A3 – SCORE is the worst…

Individual Evaluations




Most severe problems:

  • Login process – there are a variety of errors and options which can lead to dead-ends and complicated error messages from the system.  Most severe is the issue which tells the user that they are not authorized to login, and provides no exit from the page.  Error messages tend to be cryptic and unrelated to the actual error committed by the user.
  • Navigation issues – design hierarchy is frequently unclear, some features are very difficult to find (quintile rank). The layout is often misleading; for example, some academic features are not in the “My Academics” section.
  • Many problems involved a design that was neither aesthetic nor minimalist (H8). In order to fix these problems, SCORE designers should eliminate all non-essential menus, and streamline the page to be one top menu (easily hidden), and one layout panel that could display as a list, icons, etc., just like a file browser.

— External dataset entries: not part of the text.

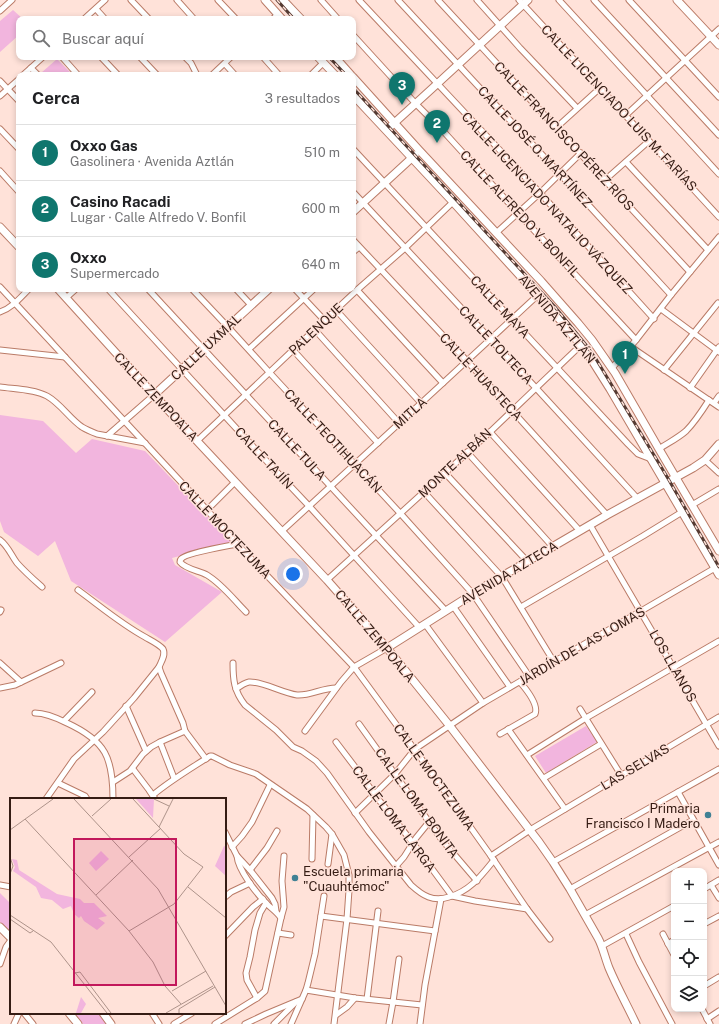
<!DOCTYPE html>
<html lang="es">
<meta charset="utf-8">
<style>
body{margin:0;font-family:"Public Sans",sans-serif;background:#f6f6f6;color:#202124}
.controls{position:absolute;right:12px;bottom:12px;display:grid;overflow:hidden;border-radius:8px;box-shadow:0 2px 6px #0003}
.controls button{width:36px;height:36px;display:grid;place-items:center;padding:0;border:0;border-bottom:1px solid #e0e0e0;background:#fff;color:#202124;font:20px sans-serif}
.you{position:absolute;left:293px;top:574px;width:14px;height:14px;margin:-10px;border:3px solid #fff;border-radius:50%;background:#1a73e8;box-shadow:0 0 0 6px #1a73e833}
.badge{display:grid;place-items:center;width:26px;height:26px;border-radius:50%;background:#0f766e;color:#fff;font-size:13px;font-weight:700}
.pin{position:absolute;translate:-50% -33px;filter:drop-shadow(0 1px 2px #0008)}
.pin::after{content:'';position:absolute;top:21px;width:14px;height:12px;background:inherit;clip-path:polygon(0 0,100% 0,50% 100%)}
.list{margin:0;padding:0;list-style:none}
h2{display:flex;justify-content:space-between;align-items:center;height:52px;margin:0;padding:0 16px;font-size:17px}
h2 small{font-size:13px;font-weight:400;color:#757577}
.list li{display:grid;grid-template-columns:26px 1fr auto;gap:12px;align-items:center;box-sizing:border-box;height:56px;padding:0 16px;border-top:1px solid #e0e0e0}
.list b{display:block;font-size:15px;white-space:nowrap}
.list p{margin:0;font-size:13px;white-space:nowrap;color:#757577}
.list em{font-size:13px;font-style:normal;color:#757577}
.icon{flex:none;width:22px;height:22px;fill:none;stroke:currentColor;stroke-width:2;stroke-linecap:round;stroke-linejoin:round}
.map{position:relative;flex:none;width:719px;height:1024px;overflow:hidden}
.search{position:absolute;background:#fff;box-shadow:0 2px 6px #0003;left:16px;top:16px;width:340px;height:44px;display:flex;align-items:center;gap:10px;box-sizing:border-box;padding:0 14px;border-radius:8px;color:#757577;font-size:15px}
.panel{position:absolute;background:#fff;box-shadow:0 2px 6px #0003;left:16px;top:72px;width:340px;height:220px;border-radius:8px}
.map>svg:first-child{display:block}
.green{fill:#f2b5de}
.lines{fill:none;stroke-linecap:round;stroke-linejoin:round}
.street-casing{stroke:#ba7b67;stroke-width:7}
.secondary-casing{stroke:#ba7b67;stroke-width:9}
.street{stroke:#fff;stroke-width:5}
.secondary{stroke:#fff;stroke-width:7}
.rail-casing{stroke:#553b33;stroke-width:3}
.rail{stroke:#ffe2d9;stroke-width:1.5;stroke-dasharray:4.5;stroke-linecap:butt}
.poi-dot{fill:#408194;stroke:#ffe2d9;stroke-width:1.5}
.labels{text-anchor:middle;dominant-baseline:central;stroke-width:3;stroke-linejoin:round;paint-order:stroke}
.street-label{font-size:13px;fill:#351c14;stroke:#ffe2d9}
.poi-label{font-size:13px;fill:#351c14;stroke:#ffe2d9;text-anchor:end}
.inset-road{fill:none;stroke:#ae938a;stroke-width:1}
.view{fill:#c2185b;fill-opacity:0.15;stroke:#c2185b;stroke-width:2}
.inset-edge{fill:none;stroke:#351c14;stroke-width:2}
</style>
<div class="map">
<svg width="719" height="1024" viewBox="0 0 719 1024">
<rect width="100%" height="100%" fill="#ffe2d9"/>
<!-- green -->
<g class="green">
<polygon points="13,10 23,19 19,19 19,35 0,52 0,21"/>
<polygon points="57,59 70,72 68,75 43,75 41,73"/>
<polygon points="0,415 43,421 76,453 92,439 145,451 232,542 172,558 175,565 222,592 165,642 71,581 55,541 38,556 4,532 0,521"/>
<polygon points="586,726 597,742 546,773 535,756"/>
<polygon points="0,893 11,904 11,933 0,922"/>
<polygon points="74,1013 101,1013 109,1024 83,1024"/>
</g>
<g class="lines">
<!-- street casing -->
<g class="street-casing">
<g id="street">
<polyline points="131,0 149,19"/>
<polyline points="177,0 194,19"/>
<polyline points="218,0 236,19"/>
<polyline points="321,0 338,19"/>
<polyline points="359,0 540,193 654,319"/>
<polyline points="398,0 560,174 671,295"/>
<polyline points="438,0 690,272"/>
<polyline points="477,0 520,48 577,108"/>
<polyline points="519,0 719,217"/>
<polyline points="559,0 719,174"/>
<polyline points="594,0 719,135"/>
<polyline points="629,0 719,97"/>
<polyline points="96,9 105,19"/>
<polyline points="0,11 12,0"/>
<polyline points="84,19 105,0"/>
<polyline points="273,19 278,14"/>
<polyline points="353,35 416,104 444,132 518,213 636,340"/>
<polyline points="62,57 78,75"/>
<polyline points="101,57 118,75"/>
<polyline points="140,57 157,75"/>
<polyline points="185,57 191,63 197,75"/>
<polyline points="263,57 279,75"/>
<polyline points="225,64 235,75"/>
<polyline points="31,68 38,75"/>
<polyline points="23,75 43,57"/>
<polyline points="212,75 231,57"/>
<polyline points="311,75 323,63"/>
<polyline points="0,81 19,101"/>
<polyline points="0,96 19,79"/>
<polyline points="626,115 719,29"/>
<polyline points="557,127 600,88"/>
<polyline points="0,129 19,149"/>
<polyline points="353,149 628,444 638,454 651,459"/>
<polyline points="626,162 708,250"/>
<polyline points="0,171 19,192"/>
<polyline points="605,180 649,141"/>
<polyline points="353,192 536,388 638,499"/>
<polyline points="496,233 540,193 581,153"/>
<polyline points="353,240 467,361 607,515"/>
<polyline points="353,252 359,247"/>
<polyline points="0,287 207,510 237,544 354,667 434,776 491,856 527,909 550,939"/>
<polyline points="108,289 259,453 309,506 419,627"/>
<polyline points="148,289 446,611"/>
<polyline points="192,289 228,327 269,372 400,513 473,594 529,676"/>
<polyline points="236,289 251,305"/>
<polyline points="295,289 325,321"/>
<polyline points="357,290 443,383"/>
<polyline points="66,298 76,289"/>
<polyline points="661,309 719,352"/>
<polyline points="336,310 421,403"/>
<path d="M0 312C12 308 20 298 29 289"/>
<polyline points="315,330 399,423"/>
<polyline points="631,347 719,407"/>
<polyline points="249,349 314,289"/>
<polyline points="0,350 65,357"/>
<polyline points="293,350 378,443"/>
<polyline points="612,368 636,340 671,295 719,237"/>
<polyline points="664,370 718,303"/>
<path d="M0 387C14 389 34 389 47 396 61 404 69 418 82 427 87 430 92 432 97 434L145 443"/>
<polyline points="690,388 719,347"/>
<polyline points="714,403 719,396"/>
<polyline points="490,432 580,531"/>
<polyline points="107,436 154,395"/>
<polyline points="197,441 293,350 357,290 405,248 453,202"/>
<path d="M659 449C668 443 678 438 686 431 695 422 702 411 709 400"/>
<polyline points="467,452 553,547"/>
<polyline points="705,460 719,473"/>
<polyline points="445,473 528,562"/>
<polyline points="424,492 502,577 554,662"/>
<polyline points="692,505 719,489"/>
<polyline points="207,510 235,482"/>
<polyline points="590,525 719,746"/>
<polyline points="282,531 443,383 538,295"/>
<path d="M0 540C8 546 11 555 17 563 25 572 33 579 42 587"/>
<path d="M237 544C228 546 185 553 181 559 180 560 180 561 180 562 185 569 200 571 207 575 222 584 234 600 246 612"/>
<polyline points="327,580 490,432 581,345"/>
<path d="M78 590C100 606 121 624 145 637 150 640 159 644 163 649 166 655 161 662 159 667L161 673 183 723 185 731 206 759"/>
<polyline points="453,606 510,687"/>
<polyline points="521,607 643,536 682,512"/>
<polyline points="0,612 1,610"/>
<polyline points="425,624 483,703"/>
<polyline points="0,663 21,682"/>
<path d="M233 663C233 680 234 691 245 705L276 730 293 747 302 751 316 761 327 773 369 832 411 885C423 896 433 902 449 897 470 891 481 876 494 860"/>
<polyline points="0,688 15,685 61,663"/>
<path d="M236 689C240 686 244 683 249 682 262 681 282 693 297 695 310 696 322 688 336 688"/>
<polyline points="126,706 146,751"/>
<polyline points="580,709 621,775"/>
<path d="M35 713C44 713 59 719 67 723 106 741 113 758 113 799"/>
<polyline points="64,721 92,692"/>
<polyline points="359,724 442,840 477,881"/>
<polyline points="508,729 565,809"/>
<polyline points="305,731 341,682 354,667 387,648"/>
<path d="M500 734 535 714C539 705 526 689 520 682"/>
<polyline points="160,742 174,778"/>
<polyline points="336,742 355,767 375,795 413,843 452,896 475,901 527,909"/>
<polyline points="527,755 586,718 719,641"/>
<polyline points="133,769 149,790 155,799"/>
<polyline points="544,778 601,744"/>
<polyline points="113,782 130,771 143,754 151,747 160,742 185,731"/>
<polyline points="58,783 85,796 87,799"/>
<polyline points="678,792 719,865"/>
<path d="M153 795C171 780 190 769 210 756H212L230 765 256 774 307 809 326 827 332 834 344 855 349 875V890L347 919 334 1024"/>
<polyline points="46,799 74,759 103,732 134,698 159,667"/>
<polyline points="355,813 395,774 415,749 483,703 715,568"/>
<polyline points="225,832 237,856 250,870 272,898 275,904 276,911"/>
<polyline points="232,847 242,836 252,822 270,785"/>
<polyline points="491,856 530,830 719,717"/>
<polyline points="312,859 313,815"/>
<polyline points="553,862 719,769"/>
<polyline points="328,864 332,834"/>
<polyline points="396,866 404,857 416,838 429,822"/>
<polyline points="250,870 267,848 277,831"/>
<polyline points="0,885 11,887"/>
<polyline points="711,885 719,898"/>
<polyline points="570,889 693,820"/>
<polyline points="704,889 719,880"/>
<polyline points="225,897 231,892 250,883"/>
<polyline points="585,915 719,842"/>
<polyline points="321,916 435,931"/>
<polyline points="281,918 284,907 282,881 284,856"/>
<polyline points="704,924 719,916"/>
<polyline points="278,933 291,935"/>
<polyline points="626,934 639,962 672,1024"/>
<polyline points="663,934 674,955"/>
<polyline points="225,936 253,907 263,899"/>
<polyline points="668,944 674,940"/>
<polyline points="602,946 674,906"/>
<polyline points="0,964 6,947 11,940"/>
<polyline points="704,986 719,977"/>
<polyline points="306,990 355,998 422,1005"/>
<polyline points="257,998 247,980 246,973 250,957 255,930 260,913 266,903"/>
<polyline points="367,999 378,911"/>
<polyline points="702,1009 710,1024"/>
<polyline points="24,1013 33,1024"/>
<polyline points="152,1013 159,1024"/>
<polyline points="336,1015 347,1007 355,998"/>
<polyline points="707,1019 719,1011"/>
<polyline points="14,1024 19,1013"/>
<polyline points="174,1024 192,1013"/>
<path d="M215 1024 257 998 265 991 281 918C277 912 272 909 267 904 257 894 238 870 237 856"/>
<polyline points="245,1024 266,1014 302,999"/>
<polyline points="274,1024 296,1002"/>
<polyline points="291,1024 306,990 308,983 315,954 324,896"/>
<polyline points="389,1024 393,1002 399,959"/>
<polyline points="420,1024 425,985 441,899"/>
</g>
</g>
<!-- secondary casing -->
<g class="secondary-casing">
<g id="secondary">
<polyline points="265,0 282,19"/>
<polyline points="283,0 301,19"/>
<polyline points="677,0 719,45"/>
<polyline points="318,57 335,75"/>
<polyline points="335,57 351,75"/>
<polyline points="353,77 419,150 541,281 578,323 592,340 615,373 659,449 719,551"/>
<polyline points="353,95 453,202 561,321 588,354 610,389 719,575"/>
<polyline points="391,126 437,84 528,0"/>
<polyline points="353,212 415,155"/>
<polyline points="0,227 19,247"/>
<path d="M58 289 154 395 327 580 387 648 449 725 539 842 553 862 570 889 598 938C603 947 605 958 609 968 617 987 627 1005 636 1024"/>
<polyline points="154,395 269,289"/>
<polyline points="387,648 487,585 607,515 693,468 705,460 719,444"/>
<polyline points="0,927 11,938"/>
<polyline points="69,1013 78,1024"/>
<polyline points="103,1013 111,1024"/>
</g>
</g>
<!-- street -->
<use href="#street" class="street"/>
<!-- secondary -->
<use href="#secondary" class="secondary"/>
<!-- rail casing -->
<g class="rail-casing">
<g id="rail">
<polyline points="277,0 294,19"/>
<polyline points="329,57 346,75"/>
<polyline points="353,88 555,307 586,345 596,359 666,475 719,567"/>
</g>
</g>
<!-- rail -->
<use href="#rail" class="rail"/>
</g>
<!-- markers -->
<g class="poi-dot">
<circle cx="708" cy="815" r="4"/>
<circle cx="295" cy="878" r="4"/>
</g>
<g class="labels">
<!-- street labels -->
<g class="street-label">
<text transform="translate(619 108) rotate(47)">CALLE LICENCIADO LUIS M. FARÍAS</text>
<text transform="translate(564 136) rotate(47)">CALLE FRANCISCO PÉREZ RÍOS</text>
<text transform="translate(535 147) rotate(47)">CALLE JOSÉ O. MARTÍNEZ</text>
<text transform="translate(547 203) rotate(47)">CALLE LICENCIADO NATALIO VÁZQUEZ</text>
<text transform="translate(520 214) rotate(47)">CALLE ALFREDO V. BONFIL</text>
<text transform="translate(500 307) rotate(47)">CALLE MAYA</text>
<text transform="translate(557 319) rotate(50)">AVENIDA AZTLÁN</text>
<text transform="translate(316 329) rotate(-43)">PALENQUE</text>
<text transform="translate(496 345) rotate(47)">CALLE TOLTECA</text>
<text transform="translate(206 347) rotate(-43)">CALLE UXMAL</text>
<text transform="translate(481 377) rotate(47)">CALLE HUASTECA</text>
<text transform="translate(156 397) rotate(47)">CALLE ZEMPOALA</text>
<text transform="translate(410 413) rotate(-42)">MITLA</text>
<text transform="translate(333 441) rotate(47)">CALLE TEOTIHUACÁN</text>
<text transform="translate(297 450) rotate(47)">CALLE TULA</text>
<text transform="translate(264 458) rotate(47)">CALLE TAJÍN</text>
<text transform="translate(455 463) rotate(-43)">MONTE ALBÁN</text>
<text transform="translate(225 530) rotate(47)">CALLE MOCTEZUMA</text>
<text transform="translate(509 573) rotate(-31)">AVENIDA AZTECA</text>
<text transform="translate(375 636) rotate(50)">CALLE ZEMPOALA</text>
<text transform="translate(582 646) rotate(-30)">JARDÍN DE LAS LOMAS</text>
<text transform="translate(673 666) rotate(60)">LOS LLANOS</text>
<text transform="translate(635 767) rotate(-31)">LAS SELVAS</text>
<text transform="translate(434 777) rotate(54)">CALLE MOCTEZUMA</text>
<text transform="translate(417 803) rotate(54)">CALLE LOMA BONITA</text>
<text transform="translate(394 819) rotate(53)">CALLE LOMA LARGA</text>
</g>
<!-- poi labels -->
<g class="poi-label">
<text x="700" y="808">Primaria<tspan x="700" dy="15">Francisco I Madero</tspan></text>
<text x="303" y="871" text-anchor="start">Escuela primaria<tspan x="303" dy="15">"Cuauhtémoc"</tspan></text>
</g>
</g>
<!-- overview -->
<g transform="translate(10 798)">
<rect width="216" height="216" fill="#ffe2d9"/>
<path d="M126 1H144L143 20 127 2ZM214 48 216 49V78L205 68ZM91 53 99 61 86 73 79 65ZM2 61 7 62 9 72 47 96 70 101 74 105H84L97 118 88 120 95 125 87 132 74 123 71 118 69 120 64 116 61 108 53 111 42 102 31 100 26 89 3 73 5 69ZM71 199 76 206 71 215H66Z" fill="#f2b5de"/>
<path class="inset-road" d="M64 1 148 91 216 208M144 1 159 8M82 18 101 1M15 21 119 133 143 164 155 188 171 206M149 29 163 1M0 32 43 1M0 59 3 68 0 76M119 59 151 30M178 89 216 120M86 97 123 62M0 117 41 144 97 215M0 121 20 135 23 133M119 133 164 106 193 69 174 56 123 1M65 175 70 174 101 215M162 193 196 173M156 215 203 188M169 215V211L205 189"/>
<path class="view" d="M64 41H166V187H64Z"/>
<rect width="216" height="216" class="inset-edge"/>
</g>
</svg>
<div class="controls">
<button>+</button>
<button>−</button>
<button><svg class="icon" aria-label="locate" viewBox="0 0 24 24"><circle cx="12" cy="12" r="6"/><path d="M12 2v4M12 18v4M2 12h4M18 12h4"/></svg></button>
<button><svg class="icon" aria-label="layers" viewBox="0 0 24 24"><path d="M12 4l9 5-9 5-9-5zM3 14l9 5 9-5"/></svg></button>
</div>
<div class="you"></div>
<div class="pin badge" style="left:625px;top:374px">1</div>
<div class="pin badge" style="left:437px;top:143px">2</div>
<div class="pin badge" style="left:402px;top:105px">3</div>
<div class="search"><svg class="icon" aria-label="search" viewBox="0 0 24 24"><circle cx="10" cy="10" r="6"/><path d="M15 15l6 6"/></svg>Buscar aquí</div>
<section class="panel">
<h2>Cerca<small>3 resultados</small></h2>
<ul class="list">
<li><span class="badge">1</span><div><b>Oxxo Gas</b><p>Gasolinera · Avenida Aztlán</p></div><em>510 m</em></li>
<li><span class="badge">2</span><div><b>Casino Racadi</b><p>Lugar · Calle Alfredo V. Bonfil</p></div><em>600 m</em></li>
<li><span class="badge">3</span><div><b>Oxxo</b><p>Supermercado</p></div><em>640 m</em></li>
</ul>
</section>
</div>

Problems made more apparent by list of Nielsen’s Heuristics:

  • Issues with being able to move back to a real main menu – made more apparent by H3.  Without this heuristic, a tester might not have thought to attempt an accidental navigation mistake that requires correction.
  • Issues with dismissing modals was made clear with H2-4. Most modals on the internet have an “X” button in the top right corner to dismiss it. In Score, you can only dismiss a modal by interacting with its contents.
  • H-9 Vague error messages, often with no way to go back
    • Some error messages offer multiple possible reasons for the error
    • Many times, there is no “Return to Home” button to allow the user to continue using the software normally.  Even when there is, the labeling is unclear and often leads the user to a menu other than the one they intended to navigate to.

Problems not listed under Neilsen’s Heuristics:

  • Good choice of general categories for navigation – for example, the user task of viewing an unofficial transcript could possibly fit under several menu options: “Academic Requirements”, “Course History”, “Grades”, or “View My Academic Record.”  Choosing good menu headings is essential to the design, as it enables simple navigation by the user.

Useful class discussion questions related to heuristic evaluation

  • Which heuristics seem the most important to user experience?
    • H-9 could be one possible answer – if the user cannot recover from an error, than it would cripple the usability of the product.
    • However, with respect to usability, H-3 appears especially important.  Having a muddled interface which is difficult to navigate will have a major negative effect on the user’s ability to benefit from the product.
  • Which heuristics are the easiest to violate?
    • H-7 could be very easily violated as more features are built.
    • H-10 could be violated frequently because it is easy to forgot to make a “help” page.
    • H-4 is very easy to violate, especially if there is a large product team.  Maintaining a consistent interface with unchanging standards can be quite difficult.
  • Which heuristic violations are the hardest to catch?
    • Anything involving errors, such as H-5. Some errors are very difficult to catch.  Along those lines, H-9 is difficult because the developers can have trouble predicting the errors a user will face.  Even after product testing, it is hard to predict what might go wrong, making it difficult to assist the user in those situations.